On October 4, 2022, the Human Rights Tribunal of Ontario (HRTO), released its decision in Weilgosh v. London District Catholic School Board. This HRTO decision was highly anticipated, following the Supreme Court of Canada decision in Northern Regional Health Authority v. Horrocks, in 2021. The Court in Horrocks concluded that unionized employees in Manitoba may not file human rights complaints with the Manitoba Human Rights Commission.
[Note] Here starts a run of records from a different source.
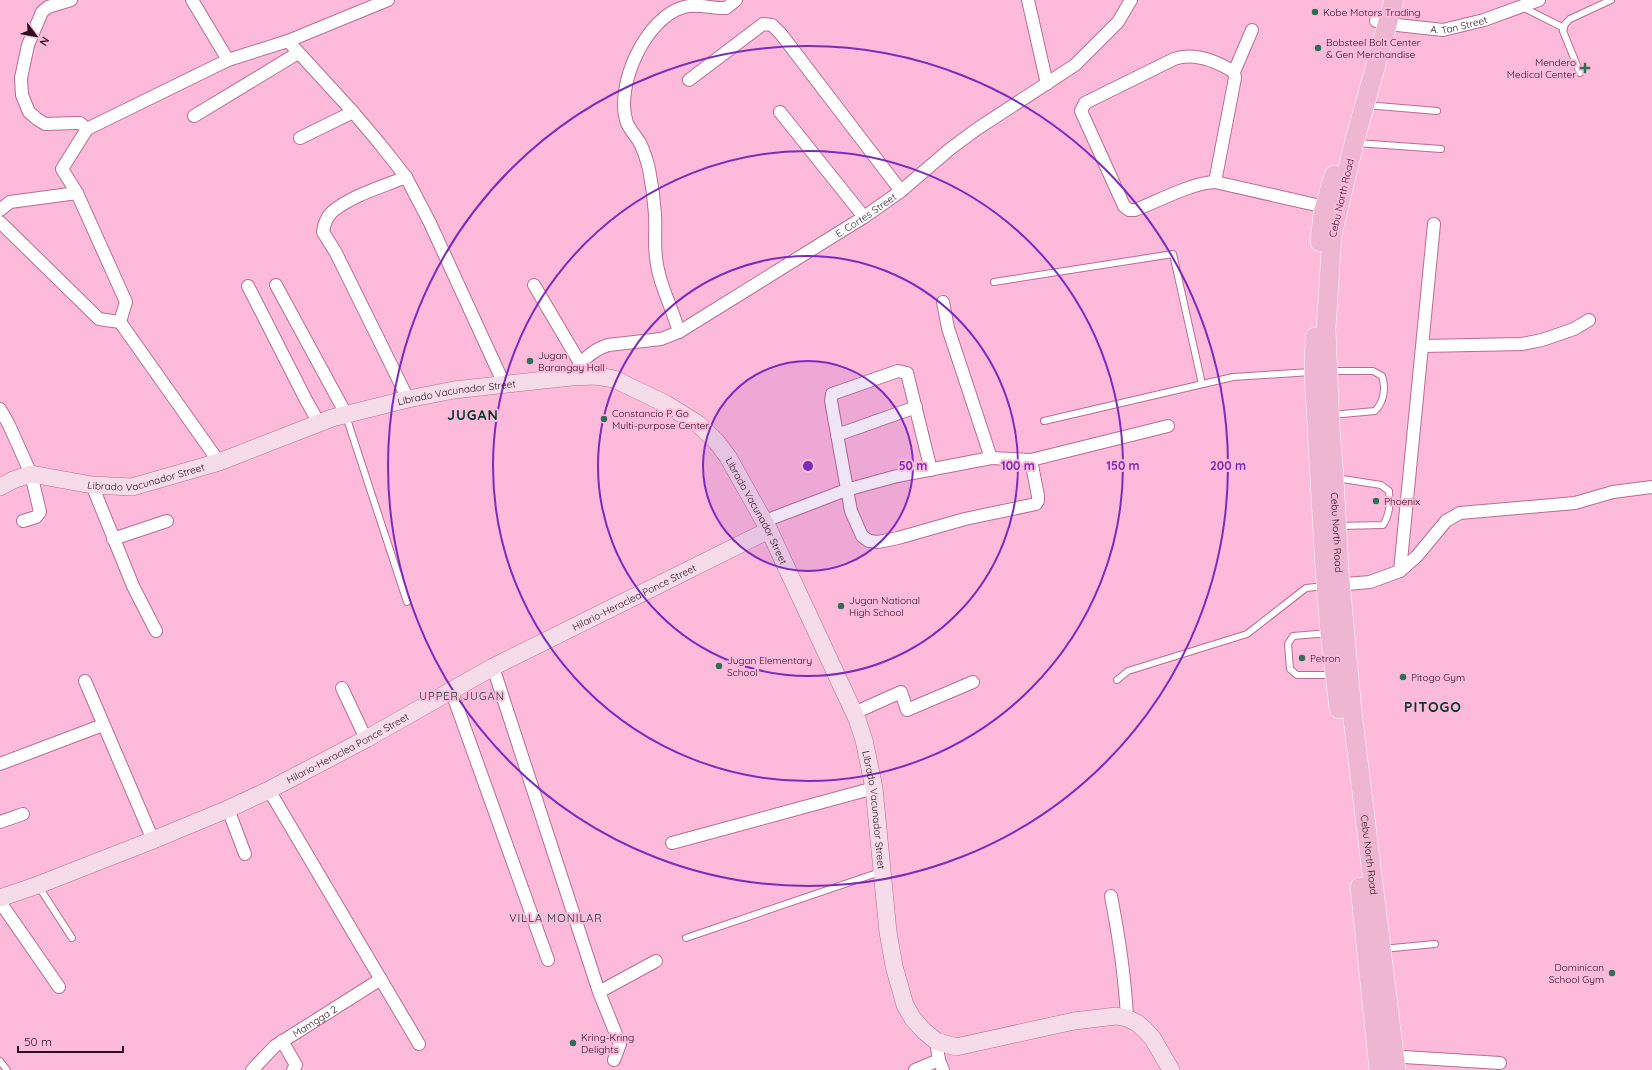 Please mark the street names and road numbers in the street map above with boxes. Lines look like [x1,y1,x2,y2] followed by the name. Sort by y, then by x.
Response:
[1430,13,1490,37] street label: A. Tan Street
[1326,157,1357,239] street label: Cebu North Road
[833,190,899,240] street label: E. Cortes Street
[396,377,517,408] street label: Librado Vacunador Street
[723,455,790,567] street label: Librado Vacunador Street
[86,460,207,494] street label: Librado Vacunador Street
[1328,492,1345,573] street label: Cebu North Road
[570,561,699,634] street label: Hilario-Heraclea Ponce Street
[284,710,412,787] street label: Hilario-Heraclea Ponce Street
[859,749,888,870] street label: Librado Vacunador Street
[1358,814,1380,895] street label: Cebu North Road
[290,1002,340,1040] street label: Mamgga 2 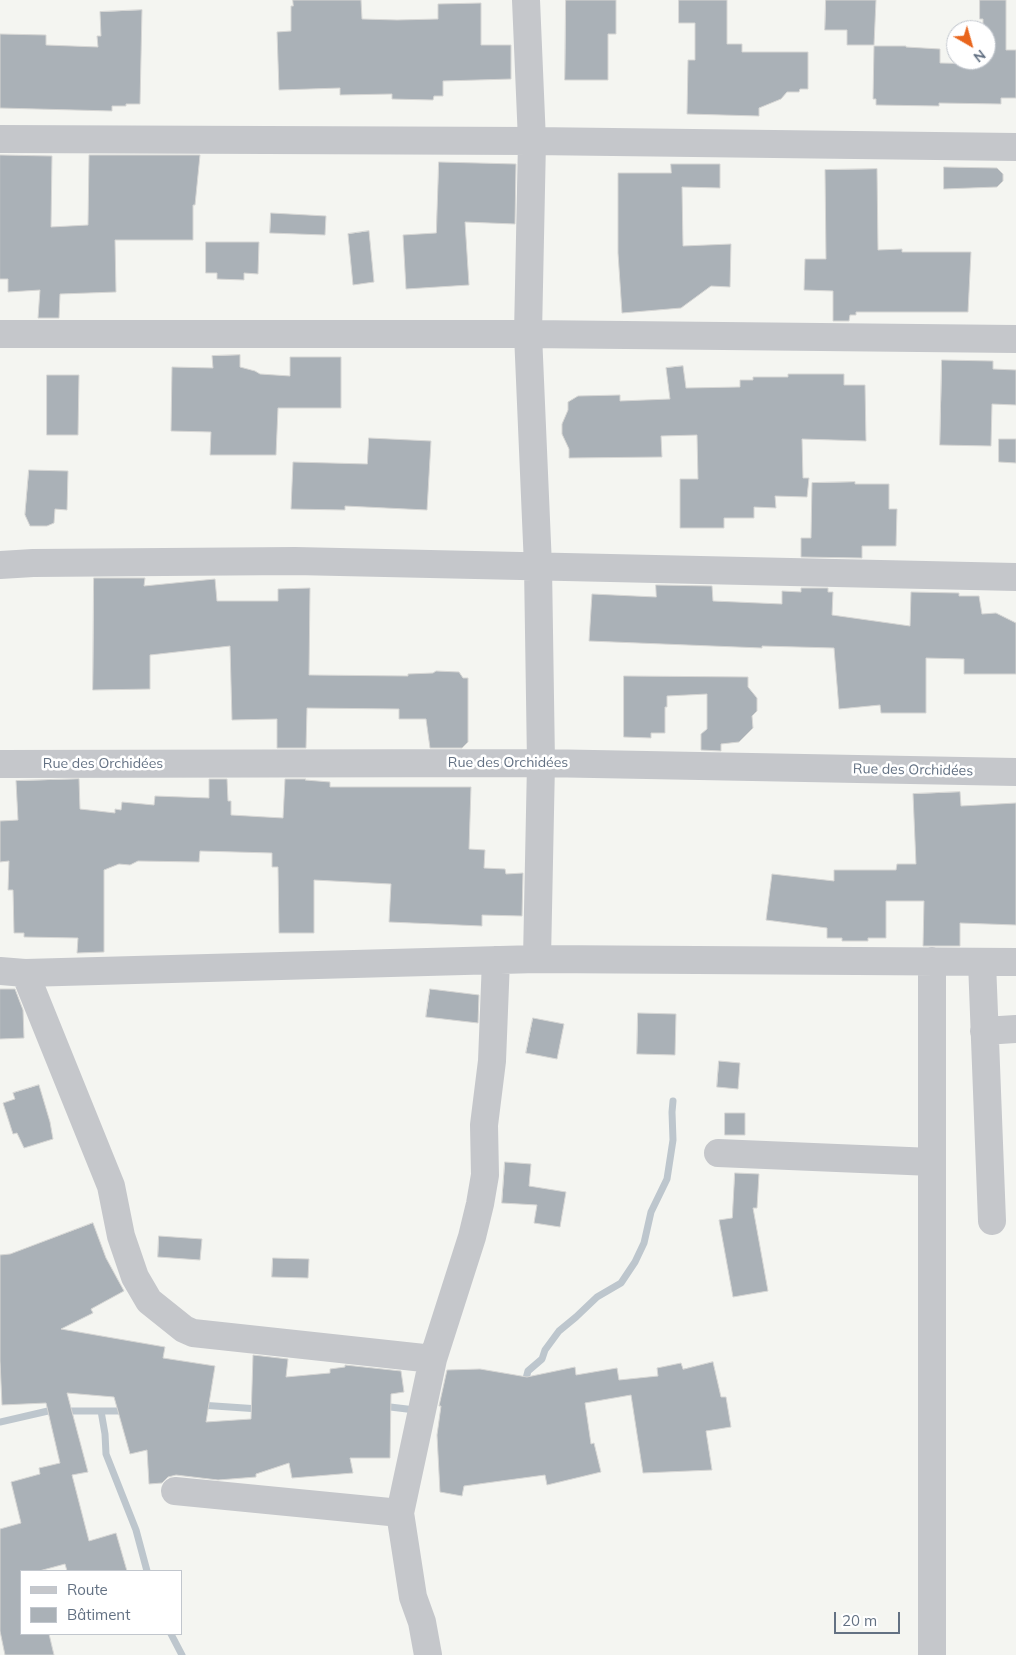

Instead, they must go through the labour arbitration process because labour arbitrators have exclusive jurisdiction over matters arising out of the collective agreement, including alleged human rights breaches.

Prior to Horrocks, Ontario jurisprudence indicated that the HRTO and labour arbitrators had concurrent jurisdiction over human rights matters arising in unionized workplaces. Accordingly, employees could choose whether to pursue a human rights claim through the arbitration process or the HRTO. The release of the Horrocks decision by Canada’s highest court put this traditional interpretation in question.

Weilgosh confirms that the status quo in Ontario remains, distinguishing the Supreme Court’s decision in Horrocks, based on the unique language in the Ontario Human Rights Code. As a result, employees and applicants may choose to pursue human rights claims before labour arbitrators or the HRTO.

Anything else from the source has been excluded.